● Stored data
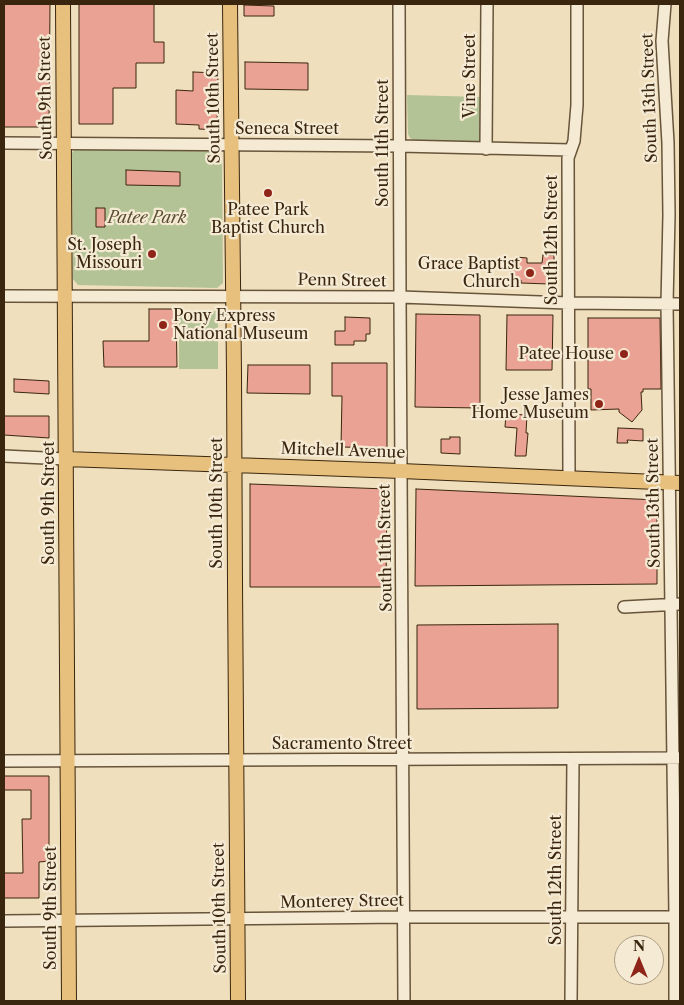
<!DOCTYPE html>
<style>
body{margin:0}
#map{position:relative;width:684px;height:1005px;overflow:hidden;background:#efdfbd;font-family:"Libre Caslon Text",serif}
canvas{display:block}
.frame{position:absolute;inset:0;border:5px solid #3a260e;pointer-events:none}
.north{position:absolute;left:614px;top:935px;width:50px;height:50px;box-sizing:border-box;background:#f5ead4;border:1px solid #aa9c85;border-radius:50%;rotate:0deg;font-size:14px;font-weight:700;line-height:20px;text-align:center;color:#3a260e}
.north::after{content:'';display:block;margin:auto;width:18px;height:22px;background:#8f2418;clip-path:polygon(50% 0,100% 100%,50% 72%,0 100%)}
</style>
<div id="map">
<canvas width="684" height="1005"></canvas>
<div class="frame"></div>
<div class="north">N</div>
</div>
<script>
const g = document.querySelector('canvas').getContext('2d');
g.lineJoin = 'round';
function fillPath(path, color) { g.fillStyle = color; g.fill(path, 'evenodd'); }
const toPath = rows => new Path2D(rows.map(r => 'M' + r).join(''));
function strokePath(path, color, width, dash) { g.strokeStyle = color; g.lineWidth = width; g.lineCap = dash ? 'butt' : 'round'; g.setLineDash(dash || []); g.stroke(path); }
function label(font, color, halo, rows, align = 'center') {
  g.font = font + ' "Libre Caslon Text",serif'; g.lineWidth = 4.5; g.setLineDash([]); g.textBaseline = 'middle'; g.strokeStyle = halo; g.fillStyle = color; for (const [text, x, y, turn = 0] of rows) {
    g.save(); g.translate(x, y); g.rotate((+turn || 0) * Math.PI / 180); g.textAlign = isNaN(turn) ? turn : align; if (halo) g.strokeText(text, 0, 0); g.fillText(text, 0, 0); g.restore();
  }
}
const green = toPath([
 [407,95,482,97,482,139,479,141,475,142,414,140,410,138,408,134],
 [75,149,214,151,222,157,223,283,217,288,78,285,73,279,72,153],
 [179,311,218,311,218,369,179,369]
]);
const building = toPath([
 [4,4,50,4,49,127,4,127,4,4],
 [79,4,154,4,154,42,164,42,164,63,136,63,136,88,113,88,113,124,79,124,79,4],
 [244,5,274,6,274,16,244,16,244,5],
 [245,62,308,63,308,90,245,89,245,62],
 [193,72,218,73,217,130,199,129,199,125,176,124,176,90,193,91,193,72],
 [126,170,180,172,180,186,126,185,126,170],
 [96,208,105,208,105,227,96,227,96,208],
 [543,255,554,255,554,266,550,266,549,284,521,283,521,280,511,280,511,265,515,265,516,257,527,258,527,263,542,263,543,255],
 [149,309,176,309,177,367,104,367,103,341,149,341,149,309],
 [416,314,480,315,480,408,415,407,416,314],
 [507,315,553,315,552,370,506,370,507,315],
 [345,317,370,318,370,334,366,334,366,341,354,341,354,345,335,345,335,331,345,331,345,317],
 [588,318,660,318,661,389,643,389,643,392,641,392,642,410,632,422,619,412,619,409,591,410,591,389,588,389,588,318],
 [332,363,387,363,387,448,341,447,342,396,332,396,332,363],
 [248,365,310,365,310,394,247,393,248,365],
 [14,379,49,381,49,394,14,392,14,379],
 [506,414,527,415,526,433,528,433,526,456,515,456,517,428,505,427,506,414],
 [4,416,49,416,49,438,4,435,4,416],
 [618,428,643,429,643,441,627,440,628,443,617,443,618,428],
 [450,437,460,437,460,454,441,453,441,439,450,439,450,437],
 [250,484,387,489,386,587,250,587,250,484],
 [416,489,657,500,657,584,415,586,416,489],
 [558,624,558,708,417,709,417,625,558,624],
 [4,776,49,776,49,861,39,862,39,898,4,898,4,873,23,873,22,819,31,819,31,790,4,790,4,776]
]);
const minor = toPath([
 [399,4,400,297,404,1001],
 [665,4,662,41,668,143,669,215,667,304,675,917,675,1001],
 [4,143,400,146,570,150],
 [486,149,487,4],
 [4,296,400,297,568,303,680,304],
 [4,456,66,459],
 [569,478,568,158,574,141,577,105,577,4],
 [624,607,680,604],
 [4,761,679,758],
 [4,921,404,917,680,917],
 [571,1001,573,759]
]);
const major = toPath([
 [63,4,69,1001],
 [230,4,234,373,235,582,238,1001],
 [66,459,401,471,680,483]
]);
const markers = [
 [268,193,5,"#8f2418"],
 [152,254,5,"#8f2418"],
 [530,273,5,"#8f2418"],
 [163,325,5,"#8f2418"],
 [624,354,5,"#8f2418"],
 [599,404,5,"#8f2418"]
];
const streetNames = [
 ["Vine Street",470,76,-90],
 ["South 9th Street",46,98,-91],
 ["South 10th Street",214,98,-91],
 ["South 13th Street",650,98,-92],
 ["Seneca Street",287,129],
 ["South 11th Street",383,143,-90],
 ["South 12th Street",552,240,-90],
 ["Penn Street",342,281,1],
 ["Mitchell Avenue",343,451,2],
 ["South 9th Street",49,503,-90],
 ["South 10th Street",217,503,-90],
 ["South 13th Street",654,503,-91],
 ["South 11th Street",386,548,-91],
 ["Sacramento Street",342,744],
 ["South 12th Street",556,880,-90],
 ["Monterey Street",342,902,-1],
 ["South 9th Street",51,908,-90],
 ["South 10th Street",220,908,-91]
];
const poiNames = [
 ["Patee Park",268,210,"center"],
 ["Baptist Church",268,228,"center"],
 ["St. Joseph",142,245],
 ["Missouri",142,263],
 ["Grace Baptist",520,264],
 ["Church",520,282],
 ["Pony Express",173,316,"left"],
 ["National Museum",173,334,"left"],
 ["Patee House",614,354],
 ["Jesse James",589,395],
 ["Home Museum",589,413]
];
const parkNames = [
 ["Patee Park",147,218]
];
fillPath(green, '#b3c395');
fillPath(building, '#e9a294');
strokePath(building, '#3a260e', 1);
strokePath(minor, '#67543a', 14);
strokePath(major, '#3a260e', 16);
strokePath(minor, '#f5ead4', 11);
strokePath(major, '#e8c07e', 14);
for (const [x, y, r, color] of markers) { const dot = new Path2D(); dot.arc(x, y, r, 0, 2 * Math.PI); g.fillStyle = color; g.fill(dot); strokePath(dot, '#f5ead4', 2); }
label('16px', '#3a260e', '#f5ead4', streetNames);
label('16px', '#3a260e', '#f5ead4', poiNames, 'right');
label('italic 16px', '#584d30', '#f5ead4', parkNames);
</script>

● THE TASK
Give the number of lines in the entries above that contain the word "position", with no accompanying text.

● TASK SOLUTION
3